While finding out who she was as a young adult, Abby began questioning her place in the Mormon Church. Having met so many different types of great people from all walks of life really made her question the rigorous rules of her former religion. In 2018 when she was 21, Abby began drinking for the first time, began flirting with men, and transitioned into dating freely without the pressures of religion. This would lead to her meeting her now-husband (Tyler) while she was on tour with Brett Eldredge at a show in Atlanta. After making a long-distance relationship work for the first two years of their relationship, the duo tied the knot in October 2021, as covered by PEOPLE.

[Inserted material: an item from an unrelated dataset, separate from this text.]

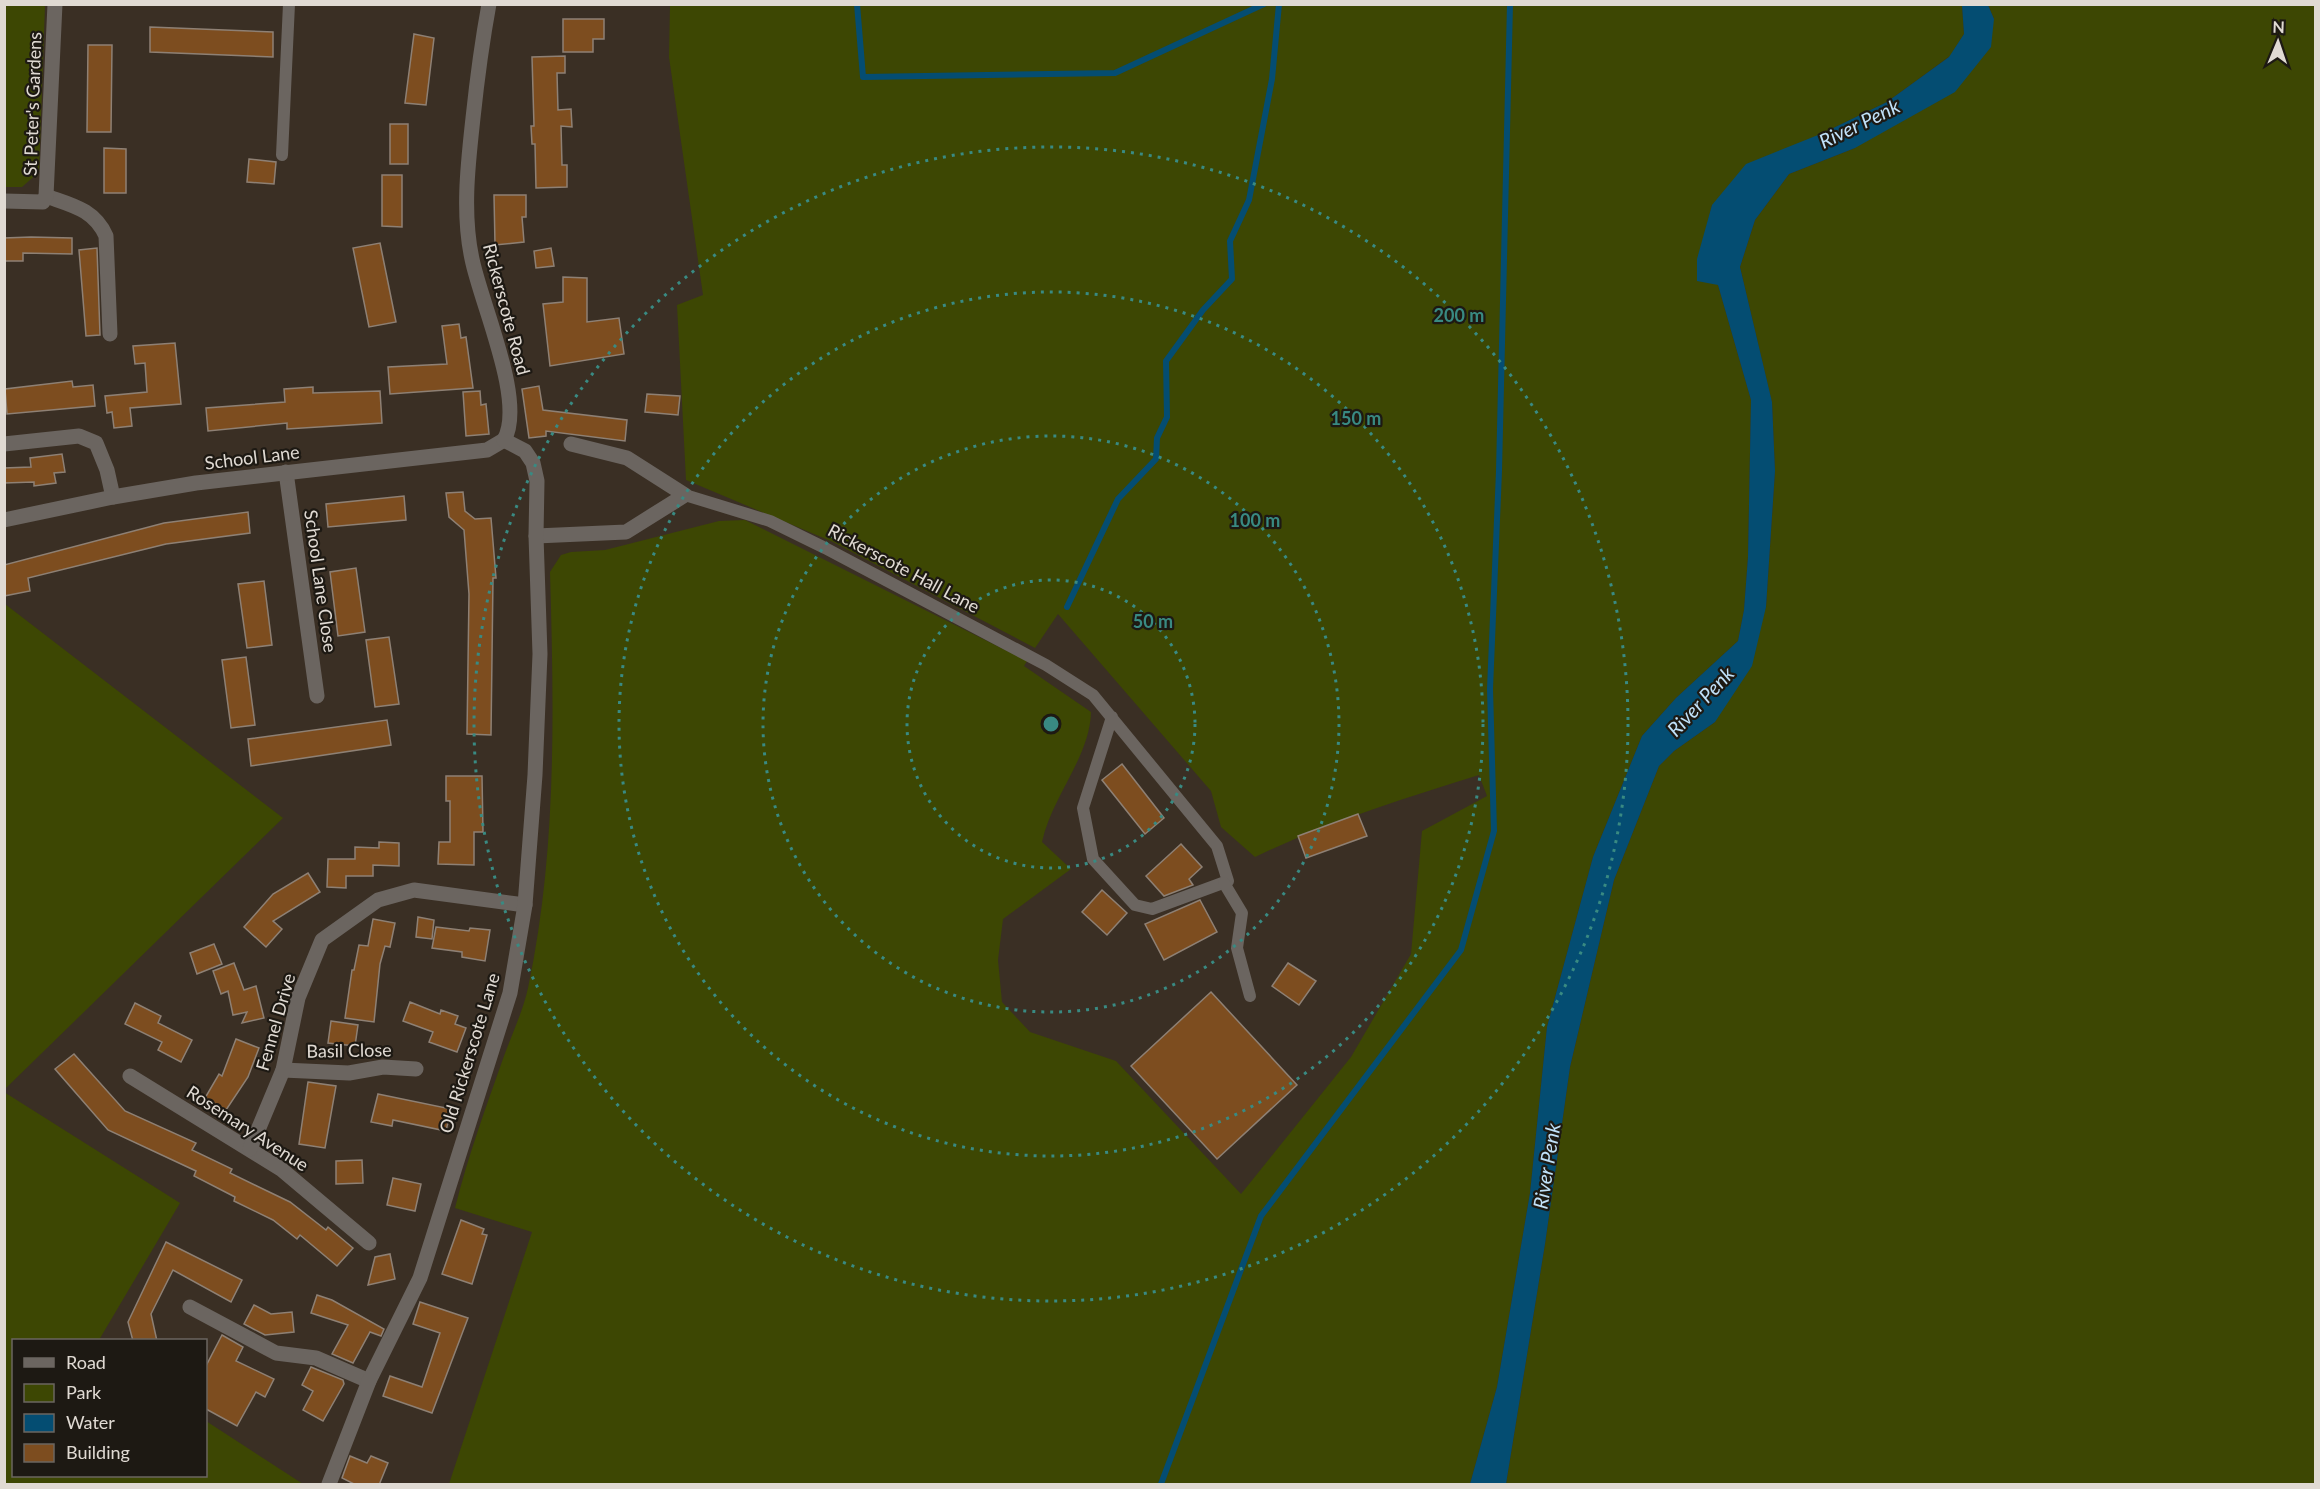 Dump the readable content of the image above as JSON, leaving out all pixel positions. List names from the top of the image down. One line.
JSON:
{"streets":{"street":["St Peter's Gardens","Rickerscote Road","School Lane","School Lane Close","Fennel Drive","Basil Close","Old Rickerscote Lane","Rosemary Avenue"],"lane":["Rickerscote Hall Lane"]},"crossings":[["Rickerscote Road","School Lane"],["School Lane","School Lane Close"],["Fennel Drive","Basil Close"],["Fennel Drive","Old Rickerscote Lane"],["Fennel Drive","Rosemary Avenue"]],"water":["River Penk"],"legend":["Road","Park","Water","Building"],"north":"top","rings":["200 m","150 m","100 m","50 m"]} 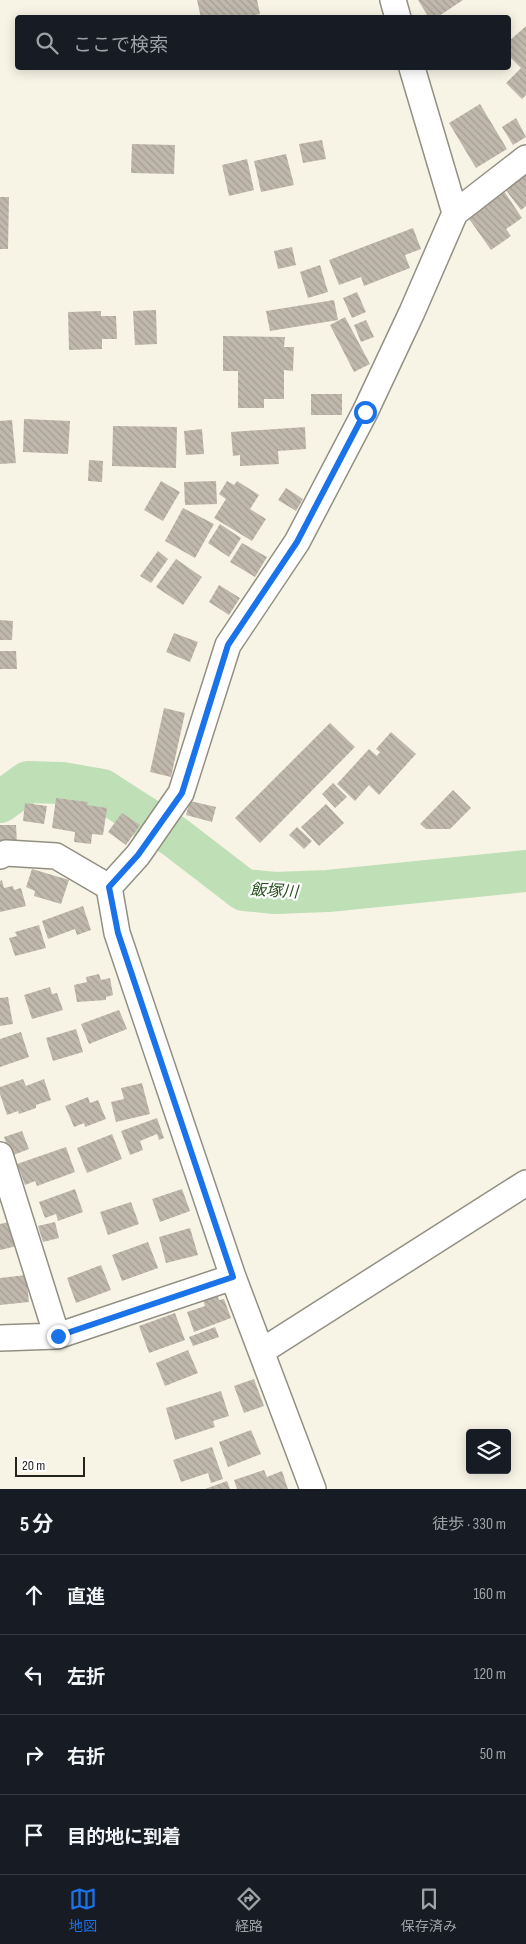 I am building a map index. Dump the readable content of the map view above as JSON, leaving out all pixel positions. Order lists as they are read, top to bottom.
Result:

When Abby is not in the studio, performing or filming content with the 615 House, she can be found beading, spending time with her husband in Nashville, and loves staying active by wakeboarding, surfing, and anything lake related.

StarCentral Magazine recently caught up with Abby to discuss her journey in the music industry, and here’s what went down:

How did you get started in the music industry? How were you actually ‘discovered’?

 I started playing classical piano when I was five and wrote my first song when I was nine. Growing up in Texas, music, especially country music, was always a big part of my family. I always knew I wanted to be on stage, perform and sing. I decided to start homeschooling so that I could focus more time on music and playing shows around Texas. I moved to Nashville when I was seventeen, and it’s been my home away from home ever since.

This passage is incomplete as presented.